= WHAT IS EXPECTED =
Exactly the lines from the start of the entries through the line with "0 #a2a196) drop-shadow(-2px" are required in the output, with no pictures among them.

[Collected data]
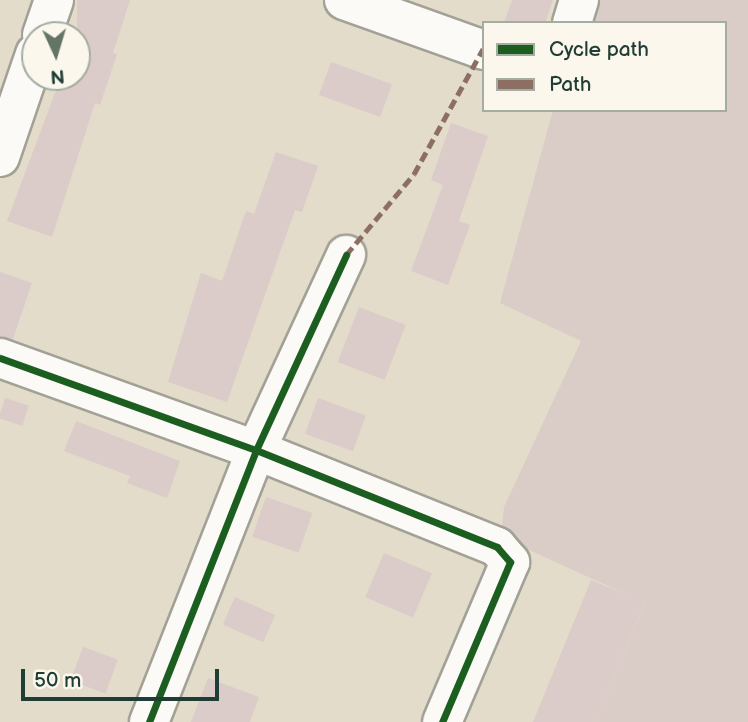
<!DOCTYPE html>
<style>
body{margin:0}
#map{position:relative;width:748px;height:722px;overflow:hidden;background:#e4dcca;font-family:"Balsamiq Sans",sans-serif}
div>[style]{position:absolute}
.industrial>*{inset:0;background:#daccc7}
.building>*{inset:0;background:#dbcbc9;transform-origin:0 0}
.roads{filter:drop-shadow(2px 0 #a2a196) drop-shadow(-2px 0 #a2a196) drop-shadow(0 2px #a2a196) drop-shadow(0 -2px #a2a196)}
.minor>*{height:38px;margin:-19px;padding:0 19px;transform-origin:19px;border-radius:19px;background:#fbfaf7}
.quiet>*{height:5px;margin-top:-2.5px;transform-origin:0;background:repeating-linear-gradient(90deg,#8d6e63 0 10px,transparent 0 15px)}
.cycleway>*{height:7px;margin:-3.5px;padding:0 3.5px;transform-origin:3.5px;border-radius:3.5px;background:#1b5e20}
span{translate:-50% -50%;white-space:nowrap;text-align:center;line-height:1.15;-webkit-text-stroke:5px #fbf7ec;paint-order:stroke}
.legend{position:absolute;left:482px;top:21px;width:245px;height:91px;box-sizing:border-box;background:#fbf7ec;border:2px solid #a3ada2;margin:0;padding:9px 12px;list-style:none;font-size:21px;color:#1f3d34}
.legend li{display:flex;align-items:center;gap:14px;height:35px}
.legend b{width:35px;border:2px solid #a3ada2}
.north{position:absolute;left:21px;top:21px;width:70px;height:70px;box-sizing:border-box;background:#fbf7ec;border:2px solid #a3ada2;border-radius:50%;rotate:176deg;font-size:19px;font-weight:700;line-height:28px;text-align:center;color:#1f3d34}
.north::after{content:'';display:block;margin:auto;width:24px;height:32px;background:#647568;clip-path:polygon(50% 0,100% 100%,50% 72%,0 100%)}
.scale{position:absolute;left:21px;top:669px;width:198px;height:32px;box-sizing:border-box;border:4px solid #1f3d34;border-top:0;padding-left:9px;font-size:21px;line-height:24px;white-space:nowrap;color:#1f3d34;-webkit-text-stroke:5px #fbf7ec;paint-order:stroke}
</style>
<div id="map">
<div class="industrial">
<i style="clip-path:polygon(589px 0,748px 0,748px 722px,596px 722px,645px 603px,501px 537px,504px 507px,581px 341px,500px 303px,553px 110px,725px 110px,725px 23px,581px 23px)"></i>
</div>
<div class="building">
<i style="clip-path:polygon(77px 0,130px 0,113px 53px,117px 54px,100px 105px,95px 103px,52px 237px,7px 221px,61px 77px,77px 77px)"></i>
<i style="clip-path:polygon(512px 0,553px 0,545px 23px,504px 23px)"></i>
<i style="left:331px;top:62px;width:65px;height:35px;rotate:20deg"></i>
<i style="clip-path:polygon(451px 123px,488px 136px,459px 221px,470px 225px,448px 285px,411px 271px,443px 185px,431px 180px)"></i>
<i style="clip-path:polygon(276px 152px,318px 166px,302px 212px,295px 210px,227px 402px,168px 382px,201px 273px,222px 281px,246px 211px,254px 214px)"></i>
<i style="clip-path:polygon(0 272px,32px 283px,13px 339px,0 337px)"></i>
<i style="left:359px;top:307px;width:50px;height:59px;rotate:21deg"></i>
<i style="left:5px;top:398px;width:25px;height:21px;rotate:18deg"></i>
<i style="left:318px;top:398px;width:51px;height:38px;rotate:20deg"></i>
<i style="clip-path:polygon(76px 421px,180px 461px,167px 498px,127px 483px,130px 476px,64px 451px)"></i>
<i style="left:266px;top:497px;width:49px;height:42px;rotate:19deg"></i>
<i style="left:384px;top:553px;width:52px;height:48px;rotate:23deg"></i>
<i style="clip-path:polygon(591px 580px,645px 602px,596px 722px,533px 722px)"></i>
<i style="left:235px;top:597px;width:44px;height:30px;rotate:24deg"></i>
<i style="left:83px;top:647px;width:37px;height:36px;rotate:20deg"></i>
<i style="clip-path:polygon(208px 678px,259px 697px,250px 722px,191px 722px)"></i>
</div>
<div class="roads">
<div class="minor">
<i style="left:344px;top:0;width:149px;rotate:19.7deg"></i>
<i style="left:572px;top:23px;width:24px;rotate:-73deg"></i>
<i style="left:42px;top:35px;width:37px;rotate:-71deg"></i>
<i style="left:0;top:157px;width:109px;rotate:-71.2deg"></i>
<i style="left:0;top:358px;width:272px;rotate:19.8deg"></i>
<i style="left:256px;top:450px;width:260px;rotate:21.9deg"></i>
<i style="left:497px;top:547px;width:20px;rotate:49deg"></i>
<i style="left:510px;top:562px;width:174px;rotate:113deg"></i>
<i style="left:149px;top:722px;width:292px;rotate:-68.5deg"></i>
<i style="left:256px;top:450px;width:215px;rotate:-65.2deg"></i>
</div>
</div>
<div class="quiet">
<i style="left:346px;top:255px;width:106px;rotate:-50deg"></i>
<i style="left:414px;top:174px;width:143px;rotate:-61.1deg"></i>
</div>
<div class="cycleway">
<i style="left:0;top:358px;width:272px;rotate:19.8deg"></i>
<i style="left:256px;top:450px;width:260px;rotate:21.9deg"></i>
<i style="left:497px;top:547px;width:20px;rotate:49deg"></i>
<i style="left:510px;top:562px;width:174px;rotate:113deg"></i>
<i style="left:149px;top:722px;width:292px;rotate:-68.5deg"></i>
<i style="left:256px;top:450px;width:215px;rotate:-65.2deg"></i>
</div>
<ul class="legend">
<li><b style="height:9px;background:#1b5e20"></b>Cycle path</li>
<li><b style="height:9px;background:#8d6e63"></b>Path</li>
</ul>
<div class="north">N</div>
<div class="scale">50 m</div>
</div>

= SOLUTION TO THE PROBLEM =
<!DOCTYPE html>
<style>
body{margin:0}
#map{position:relative;width:748px;height:722px;overflow:hidden;background:#e4dcca;font-family:"Balsamiq Sans",sans-serif}
div>[style]{position:absolute}
.industrial>*{inset:0;background:#daccc7}
.building>*{inset:0;background:#dbcbc9;transform-origin:0 0}
.roads{filter:drop-shadow(2px 0 #a2a196) drop-shadow(-2px 0 #a2a196) drop-shadow(0 2px #a2a196) drop-shadow(0 -2px #a2a196)}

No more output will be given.